§ Task item:
Exactly the lines from the opening of the records through the line containing "position:absolute; inset:0; border:8px" should be copied, with both included.

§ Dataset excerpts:
========
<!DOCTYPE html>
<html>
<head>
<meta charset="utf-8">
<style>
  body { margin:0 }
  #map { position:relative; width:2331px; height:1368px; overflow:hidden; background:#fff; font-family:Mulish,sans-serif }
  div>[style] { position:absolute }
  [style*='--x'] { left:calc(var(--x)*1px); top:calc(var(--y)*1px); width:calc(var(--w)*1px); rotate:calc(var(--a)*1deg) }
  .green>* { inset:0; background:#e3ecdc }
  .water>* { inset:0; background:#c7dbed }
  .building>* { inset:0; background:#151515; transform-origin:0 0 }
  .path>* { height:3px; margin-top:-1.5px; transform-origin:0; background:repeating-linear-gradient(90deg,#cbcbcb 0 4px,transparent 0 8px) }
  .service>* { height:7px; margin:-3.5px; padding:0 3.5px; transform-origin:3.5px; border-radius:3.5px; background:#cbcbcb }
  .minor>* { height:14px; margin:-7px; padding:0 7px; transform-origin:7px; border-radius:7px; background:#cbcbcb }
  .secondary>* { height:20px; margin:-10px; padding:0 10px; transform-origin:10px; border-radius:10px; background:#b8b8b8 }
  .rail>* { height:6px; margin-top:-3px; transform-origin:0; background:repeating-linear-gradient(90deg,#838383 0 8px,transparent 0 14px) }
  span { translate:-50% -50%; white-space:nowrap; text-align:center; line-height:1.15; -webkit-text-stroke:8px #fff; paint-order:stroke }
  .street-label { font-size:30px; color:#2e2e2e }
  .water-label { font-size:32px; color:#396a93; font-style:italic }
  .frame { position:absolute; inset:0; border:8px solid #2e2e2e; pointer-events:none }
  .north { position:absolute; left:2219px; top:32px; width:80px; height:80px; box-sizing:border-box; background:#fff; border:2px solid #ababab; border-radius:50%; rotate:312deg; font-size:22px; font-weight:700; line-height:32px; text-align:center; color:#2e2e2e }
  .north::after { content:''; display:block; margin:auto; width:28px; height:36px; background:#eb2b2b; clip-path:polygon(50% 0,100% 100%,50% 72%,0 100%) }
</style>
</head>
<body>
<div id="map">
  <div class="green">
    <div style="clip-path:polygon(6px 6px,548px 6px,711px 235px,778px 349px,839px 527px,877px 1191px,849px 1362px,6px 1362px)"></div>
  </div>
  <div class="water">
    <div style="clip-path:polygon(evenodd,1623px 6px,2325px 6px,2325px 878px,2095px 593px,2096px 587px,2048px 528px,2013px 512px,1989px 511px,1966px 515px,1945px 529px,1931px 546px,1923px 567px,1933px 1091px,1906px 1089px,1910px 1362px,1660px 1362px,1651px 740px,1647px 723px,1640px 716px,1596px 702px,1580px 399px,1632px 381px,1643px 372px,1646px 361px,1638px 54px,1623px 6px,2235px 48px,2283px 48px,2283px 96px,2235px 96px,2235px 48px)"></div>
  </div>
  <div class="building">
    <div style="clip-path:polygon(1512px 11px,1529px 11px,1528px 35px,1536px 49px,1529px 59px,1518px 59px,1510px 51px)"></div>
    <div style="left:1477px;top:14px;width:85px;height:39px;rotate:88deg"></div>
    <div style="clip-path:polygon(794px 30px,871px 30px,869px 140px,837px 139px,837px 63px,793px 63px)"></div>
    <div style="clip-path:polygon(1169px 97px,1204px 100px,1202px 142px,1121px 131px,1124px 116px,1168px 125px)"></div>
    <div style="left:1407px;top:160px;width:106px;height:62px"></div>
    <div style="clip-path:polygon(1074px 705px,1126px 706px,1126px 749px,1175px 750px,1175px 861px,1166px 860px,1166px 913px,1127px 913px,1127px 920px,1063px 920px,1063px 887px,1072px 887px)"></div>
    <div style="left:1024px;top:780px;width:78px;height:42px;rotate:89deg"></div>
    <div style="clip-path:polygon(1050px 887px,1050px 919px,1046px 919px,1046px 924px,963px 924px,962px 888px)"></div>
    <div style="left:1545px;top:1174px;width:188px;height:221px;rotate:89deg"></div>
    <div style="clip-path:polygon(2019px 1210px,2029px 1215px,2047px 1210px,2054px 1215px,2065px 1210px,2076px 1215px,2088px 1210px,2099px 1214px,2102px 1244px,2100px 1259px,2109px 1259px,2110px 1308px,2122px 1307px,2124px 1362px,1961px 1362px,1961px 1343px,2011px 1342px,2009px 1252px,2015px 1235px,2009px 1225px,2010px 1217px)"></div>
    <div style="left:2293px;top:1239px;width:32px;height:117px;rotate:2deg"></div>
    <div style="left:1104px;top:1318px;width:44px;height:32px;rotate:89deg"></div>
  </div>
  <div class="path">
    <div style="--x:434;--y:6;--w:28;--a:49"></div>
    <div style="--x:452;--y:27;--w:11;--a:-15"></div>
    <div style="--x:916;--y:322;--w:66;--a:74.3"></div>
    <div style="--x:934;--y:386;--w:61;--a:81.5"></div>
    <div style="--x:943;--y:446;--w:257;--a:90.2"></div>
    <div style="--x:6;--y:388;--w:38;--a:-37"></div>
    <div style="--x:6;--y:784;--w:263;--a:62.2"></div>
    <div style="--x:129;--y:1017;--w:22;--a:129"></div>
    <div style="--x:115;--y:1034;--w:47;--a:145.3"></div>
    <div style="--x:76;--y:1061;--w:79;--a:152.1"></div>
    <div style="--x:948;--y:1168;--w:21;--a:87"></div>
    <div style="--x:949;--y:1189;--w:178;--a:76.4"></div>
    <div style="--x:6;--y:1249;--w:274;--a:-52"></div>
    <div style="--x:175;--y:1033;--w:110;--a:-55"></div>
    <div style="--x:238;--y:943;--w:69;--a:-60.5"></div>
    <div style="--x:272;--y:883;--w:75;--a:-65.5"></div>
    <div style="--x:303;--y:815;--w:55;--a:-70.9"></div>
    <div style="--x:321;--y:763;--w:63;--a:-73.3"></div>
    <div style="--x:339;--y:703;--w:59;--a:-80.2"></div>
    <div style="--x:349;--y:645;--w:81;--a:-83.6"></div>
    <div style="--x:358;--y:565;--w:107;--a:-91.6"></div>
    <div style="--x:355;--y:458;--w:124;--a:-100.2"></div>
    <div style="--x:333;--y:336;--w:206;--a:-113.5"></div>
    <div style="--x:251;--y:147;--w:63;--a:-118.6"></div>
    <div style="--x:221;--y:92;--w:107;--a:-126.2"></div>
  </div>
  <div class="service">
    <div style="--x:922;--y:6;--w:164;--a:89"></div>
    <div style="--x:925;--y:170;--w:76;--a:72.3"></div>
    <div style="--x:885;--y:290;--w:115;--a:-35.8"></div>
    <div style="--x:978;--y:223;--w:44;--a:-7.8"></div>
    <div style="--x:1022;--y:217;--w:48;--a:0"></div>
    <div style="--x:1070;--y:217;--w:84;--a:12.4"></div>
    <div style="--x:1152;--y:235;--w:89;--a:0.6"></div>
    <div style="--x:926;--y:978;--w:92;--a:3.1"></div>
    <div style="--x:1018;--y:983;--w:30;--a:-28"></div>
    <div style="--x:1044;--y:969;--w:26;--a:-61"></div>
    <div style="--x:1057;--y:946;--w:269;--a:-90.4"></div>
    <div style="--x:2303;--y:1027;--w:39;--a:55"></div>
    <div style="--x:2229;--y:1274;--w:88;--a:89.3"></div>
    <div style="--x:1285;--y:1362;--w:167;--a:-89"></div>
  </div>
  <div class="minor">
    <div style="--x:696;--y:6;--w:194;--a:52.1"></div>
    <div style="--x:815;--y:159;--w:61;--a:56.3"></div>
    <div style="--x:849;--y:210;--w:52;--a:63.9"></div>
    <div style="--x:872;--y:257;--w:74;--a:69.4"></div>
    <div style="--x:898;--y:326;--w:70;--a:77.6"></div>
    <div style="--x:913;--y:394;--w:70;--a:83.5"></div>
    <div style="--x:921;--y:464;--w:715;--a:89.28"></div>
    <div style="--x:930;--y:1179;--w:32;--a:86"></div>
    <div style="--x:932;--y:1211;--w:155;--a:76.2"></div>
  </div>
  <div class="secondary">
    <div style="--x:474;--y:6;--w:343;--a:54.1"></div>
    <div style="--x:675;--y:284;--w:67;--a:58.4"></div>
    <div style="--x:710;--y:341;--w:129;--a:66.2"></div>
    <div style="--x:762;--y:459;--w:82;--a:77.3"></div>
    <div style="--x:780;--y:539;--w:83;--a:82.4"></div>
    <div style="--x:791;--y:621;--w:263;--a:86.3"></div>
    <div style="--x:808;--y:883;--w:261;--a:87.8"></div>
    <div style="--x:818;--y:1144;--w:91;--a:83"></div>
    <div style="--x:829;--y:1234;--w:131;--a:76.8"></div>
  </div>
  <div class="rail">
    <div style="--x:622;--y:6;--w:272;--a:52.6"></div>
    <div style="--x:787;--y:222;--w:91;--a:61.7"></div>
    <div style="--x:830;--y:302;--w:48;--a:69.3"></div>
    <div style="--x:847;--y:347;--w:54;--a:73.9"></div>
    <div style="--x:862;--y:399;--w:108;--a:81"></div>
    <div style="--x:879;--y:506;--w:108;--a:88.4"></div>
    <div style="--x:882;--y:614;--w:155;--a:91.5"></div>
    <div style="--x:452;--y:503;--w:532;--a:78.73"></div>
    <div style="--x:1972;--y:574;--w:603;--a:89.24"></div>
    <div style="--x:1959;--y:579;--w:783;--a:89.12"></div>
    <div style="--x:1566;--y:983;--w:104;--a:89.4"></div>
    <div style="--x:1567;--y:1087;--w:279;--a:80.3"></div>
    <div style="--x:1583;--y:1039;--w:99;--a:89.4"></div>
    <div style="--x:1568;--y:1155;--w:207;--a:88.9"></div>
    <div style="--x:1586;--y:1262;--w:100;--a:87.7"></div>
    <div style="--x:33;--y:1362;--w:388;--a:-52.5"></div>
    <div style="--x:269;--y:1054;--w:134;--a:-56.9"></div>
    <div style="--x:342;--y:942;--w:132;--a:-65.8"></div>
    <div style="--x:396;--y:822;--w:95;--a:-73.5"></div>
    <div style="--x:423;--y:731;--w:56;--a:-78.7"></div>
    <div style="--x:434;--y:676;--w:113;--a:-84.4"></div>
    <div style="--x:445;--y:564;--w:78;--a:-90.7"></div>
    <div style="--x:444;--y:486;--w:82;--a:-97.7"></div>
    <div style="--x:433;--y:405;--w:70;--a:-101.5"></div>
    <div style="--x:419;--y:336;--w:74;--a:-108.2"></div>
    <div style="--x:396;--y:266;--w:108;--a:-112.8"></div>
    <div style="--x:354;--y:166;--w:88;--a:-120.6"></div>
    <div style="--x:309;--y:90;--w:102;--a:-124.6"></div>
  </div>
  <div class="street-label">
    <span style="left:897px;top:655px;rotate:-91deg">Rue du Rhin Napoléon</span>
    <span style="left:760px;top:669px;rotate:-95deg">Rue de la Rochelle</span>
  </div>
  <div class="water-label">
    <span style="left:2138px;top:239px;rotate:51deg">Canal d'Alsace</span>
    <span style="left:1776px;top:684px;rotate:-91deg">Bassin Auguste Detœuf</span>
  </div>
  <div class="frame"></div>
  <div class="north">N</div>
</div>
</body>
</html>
========
§ Solution for this task:
<!DOCTYPE html>
<html>
<head>
<meta charset="utf-8">
<style>
  body { margin:0 }
  #map { position:relative; width:2331px; height:1368px; overflow:hidden; background:#fff; font-family:Mulish,sans-serif }
  div>[style] { position:absolute }
  [style*='--x'] { left:calc(var(--x)*1px); top:calc(var(--y)*1px); width:calc(var(--w)*1px); rotate:calc(var(--a)*1deg) }
  .green>* { inset:0; background:#e3ecdc }
  .water>* { inset:0; background:#c7dbed }
  .building>* { inset:0; background:#151515; transform-origin:0 0 }
  .path>* { height:3px; margin-top:-1.5px; transform-origin:0; background:repeating-linear-gradient(90deg,#cbcbcb 0 4px,transparent 0 8px) }
  .service>* { height:7px; margin:-3.5px; padding:0 3.5px; transform-origin:3.5px; border-radius:3.5px; background:#cbcbcb }
  .minor>* { height:14px; margin:-7px; padding:0 7px; transform-origin:7px; border-radius:7px; background:#cbcbcb }
  .secondary>* { height:20px; margin:-10px; padding:0 10px; transform-origin:10px; border-radius:10px; background:#b8b8b8 }
  .rail>* { height:6px; margin-top:-3px; transform-origin:0; background:repeating-linear-gradient(90deg,#838383 0 8px,transparent 0 14px) }
  span { translate:-50% -50%; white-space:nowrap; text-align:center; line-height:1.15; -webkit-text-stroke:8px #fff; paint-order:stroke }
  .street-label { font-size:30px; color:#2e2e2e }
  .water-label { font-size:32px; color:#396a93; font-style:italic }
  .frame { position:absolute; inset:0; border:8px solid #2e2e2e; pointer-events:none }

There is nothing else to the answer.